People had been making pendants out of. electrum for thousands of years so you are in good company!
Here’s Pliny on the subject in his “Natural History” Book 33. (The translation is not mine)
All gold contains silver in various proportions, a tenth part in some cases, an eighth in others. In one mine only, that of Gallaecia called the Albucrara mine, the proportion of silver found is one thirty-sixth, and consequently this one is more valuable than all the others.
Wherever the proportion of silver is one-fifth, the ore is called electrum; grains of this are found in ‘channelled’ gold. An artificial electrum is also made by adding silver to gold. If the proportion of silver exceeds one-fifth, the metal produced offers no resistance on the anvil.
Homer represents the palace of Menelaus as resplendent with gold, electrum, silver and ivory. There is a temple of Athena at Rhodes in which there is a goblet made of electrum, dedicated by Helen of Troy. History further relates that it has the same measurement as her breast.

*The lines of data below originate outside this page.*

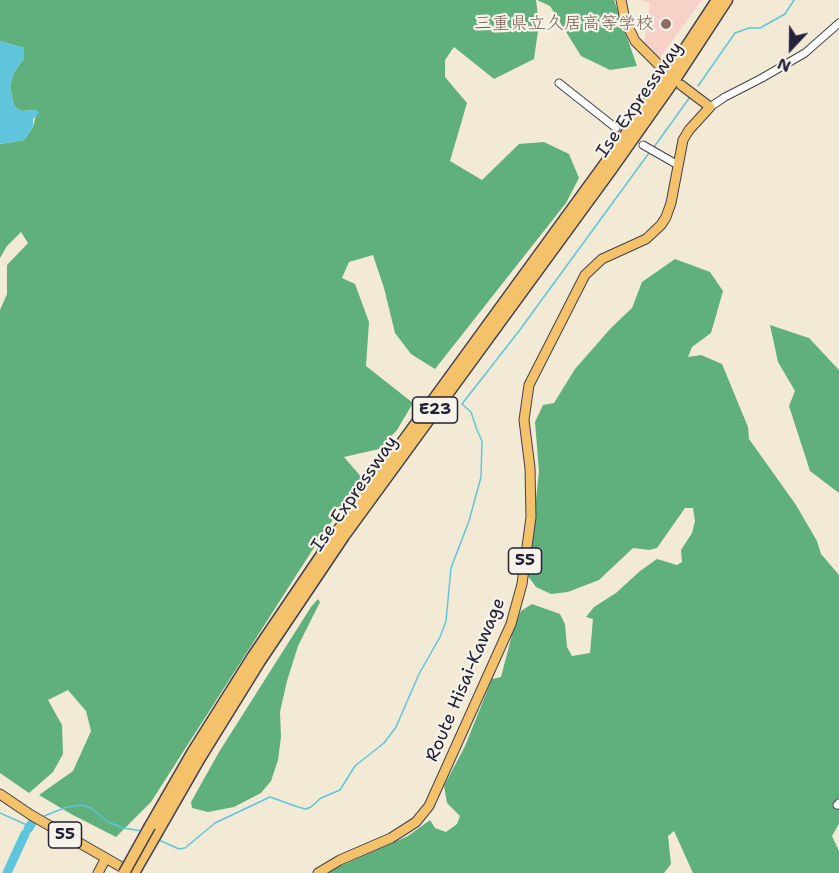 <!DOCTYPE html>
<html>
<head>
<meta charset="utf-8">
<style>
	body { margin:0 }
	#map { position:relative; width:839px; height:873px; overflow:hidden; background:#f3ead5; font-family:"Shantell Sans",sans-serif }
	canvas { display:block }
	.north { position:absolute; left:761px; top:18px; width:60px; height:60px; -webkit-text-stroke:4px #f7f3e8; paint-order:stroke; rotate:202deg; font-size:16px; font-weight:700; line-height:24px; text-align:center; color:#22223b }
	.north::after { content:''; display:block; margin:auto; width:21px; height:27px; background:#22223b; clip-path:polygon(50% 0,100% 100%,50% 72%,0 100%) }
</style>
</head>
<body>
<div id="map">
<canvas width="839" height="873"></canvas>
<div class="north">N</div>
</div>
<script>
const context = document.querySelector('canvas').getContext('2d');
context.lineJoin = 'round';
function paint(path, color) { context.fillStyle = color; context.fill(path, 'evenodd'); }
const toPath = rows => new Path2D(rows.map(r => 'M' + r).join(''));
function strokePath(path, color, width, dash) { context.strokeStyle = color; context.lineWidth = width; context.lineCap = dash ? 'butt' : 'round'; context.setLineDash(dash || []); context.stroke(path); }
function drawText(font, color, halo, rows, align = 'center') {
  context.font = font + ' "Shantell Sans","Klee One",sans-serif'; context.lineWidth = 4.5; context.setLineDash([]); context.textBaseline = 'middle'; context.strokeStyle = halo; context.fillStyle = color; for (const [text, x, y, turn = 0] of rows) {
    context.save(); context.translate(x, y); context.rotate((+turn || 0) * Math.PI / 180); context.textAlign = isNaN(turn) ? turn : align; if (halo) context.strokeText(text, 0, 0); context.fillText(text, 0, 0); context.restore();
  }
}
paint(toPath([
	[640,0,702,0,656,63,644,45,650,3]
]), '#f7d1c8');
paint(toPath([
	[0,0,536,0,539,24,534,59,494,79,454,47,445,60,445,77,467,103,450,161,482,180,519,144,544,142,569,154,579,178,566,203,435,369,411,354,395,333,384,288,373,255,349,262,342,278,355,284,369,322,366,366,413,403,397,430,379,449,344,457,363,479,324,532,151,802,116,837,71,814,39,795,73,771,91,731,86,711,68,690,48,700,62,725,63,754,53,772,29,793,0,773,0,310,7,294,7,265,28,243,21,232,7,246,0,258,0,144,24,140,33,127,37,110,22,111,16,108,13,103,10,86,13,74,24,58,24,48,0,41],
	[537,0,614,0,637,66,610,70,581,56,550,6],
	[675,259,710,272,723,291,711,333,692,347,688,357,701,355,722,364,748,427,749,439,796,505,817,541,821,554,839,575,839,824,832,836,839,851,839,873,693,873,674,831,668,836,671,864,664,873,325,873,408,836,430,820,435,828,446,832,457,824,460,816,447,803,444,786,465,746,492,679,501,677,514,627,521,611,532,604,560,614,565,624,567,647,572,656,590,653,593,619,586,617,594,607,616,593,640,571,657,559,677,565,682,562,681,550,692,533,695,521,693,508,685,508,657,548,649,550,633,548,599,580,568,592,551,594,536,587,528,576,539,471,535,422,543,405,554,403,575,369,611,328,632,308,642,282],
	[770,325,809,338,839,370,839,493,810,471,789,406,795,391,778,362],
	[318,599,320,602,298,646,287,681,280,712,281,737,278,760,271,781,261,793,234,807,208,812,192,808,191,802,219,752,311,607]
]), '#5fb07d');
paint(toPath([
	[0,41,24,48,24,58,13,74,10,86,13,103,16,108,22,111,37,110,39,113,33,119,33,127,24,140,0,144]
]), '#5fc5dc');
strokePath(toPath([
	[698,86,735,33,749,28,760,28,785,14,794,0],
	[654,147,690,97],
	[0,813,29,826],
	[44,816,67,807,82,805,91,808,108,822,123,828,142,831],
	[159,840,179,849,185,848,215,823,270,797,298,807,306,809,311,807,321,798,340,790,355,766,384,743,396,727,419,674,440,637,446,621,451,568,469,521,481,477,482,441,477,430,471,412,462,404,519,331,649,153]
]), '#5fc5dc', 1.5);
strokePath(toPath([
	[28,829,32,823],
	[7,873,25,834]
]), '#5fc5dc', 9);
const minor = toPath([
	[559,83,616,128],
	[710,107,725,97,762,78,805,53,839,23],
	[643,145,678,165],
	[837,805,839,803]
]);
const major = toPath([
	[621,0,625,20,635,41,662,68],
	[0,794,31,815,130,872],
	[98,873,106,858],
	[318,873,340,860,391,838,416,822,429,806,443,775,511,624,522,584,531,517,530,468,524,420,529,385,585,275,602,259,646,239,661,225,666,217,671,203,683,140,689,130,710,107,681,85]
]);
const highway = toPath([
	[150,826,192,753,253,656,337,532,604,165,671,70,717,0],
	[134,873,200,758,260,661,344,536,611,170,678,75,727,0]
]);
strokePath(minor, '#414052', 9);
strokePath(major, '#414052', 11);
strokePath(highway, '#414052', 13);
strokePath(minor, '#fff', 7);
strokePath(major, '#f3c26a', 9);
strokePath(highway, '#f3c26a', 10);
const highwayBridge = toPath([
	[124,873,150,826]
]);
strokePath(highwayBridge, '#414052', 13, []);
strokePath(highwayBridge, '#f3c26a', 10);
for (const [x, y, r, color] of [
	[666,24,6,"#8d6e63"]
]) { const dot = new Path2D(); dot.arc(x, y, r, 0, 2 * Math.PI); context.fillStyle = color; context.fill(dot); strokePath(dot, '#f7f3e8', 2); }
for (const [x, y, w] of [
	[435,410,45],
	[525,561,33],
	[65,835,33]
]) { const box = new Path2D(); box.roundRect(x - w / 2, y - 13, w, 26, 4.5); context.fillStyle = '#f7f3e8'; context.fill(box); strokePath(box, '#22223b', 1.5); }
drawText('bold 16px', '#22223b', null, [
	["E23",435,410],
	["55",525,561],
	["55",65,835]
]);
drawText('18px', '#785e54', '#f7f3e8', [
	["三重県立久居高等学校",654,24]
], 'right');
drawText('18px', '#22223b', '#f7f3e8', [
	["Ise Expressway",640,100,-55],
	["Ise Expressway",355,494,-55],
	["Route Hisai-Kawage",466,680,-67]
]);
</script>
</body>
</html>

A quality of electrum is that it shines more brightly than silver in lamplight. Natural electrum also has the property of detecting poisons; for semicircles resembling rainbows run over the surface in poisoned goblets and emit a crackling noise like fire, and so advertise the presence of poison in a twofold manner.
I think it is safe to say Pliny was a gold standard guy. He wanted to determine the relative value of metals, especially mixed metals relative to purchase power. The entire paper is of interest today 2,000 year after it was written, if only to tell us how this first Imperial power thought and how amazingly similar it is to the thought emanating from centres of government today.*
Today as Trump wonder how to expand the US to include Greenland, one is reminded of the Roman expansionism:*
“Imperium sine fine dedi” is cited in Virgil’s Aeneid as a prophecy by Jupiter. *
Hadrian’s war and the retreat to it under attack from the Caledonian tribes in what is now the eastern lowlands, Berwickshire etc. proved Jupiter rather an unreliable prophet. Pliny died in Vesuvius’s explosion, an ignominious end for a guy studying metallurgy one might say.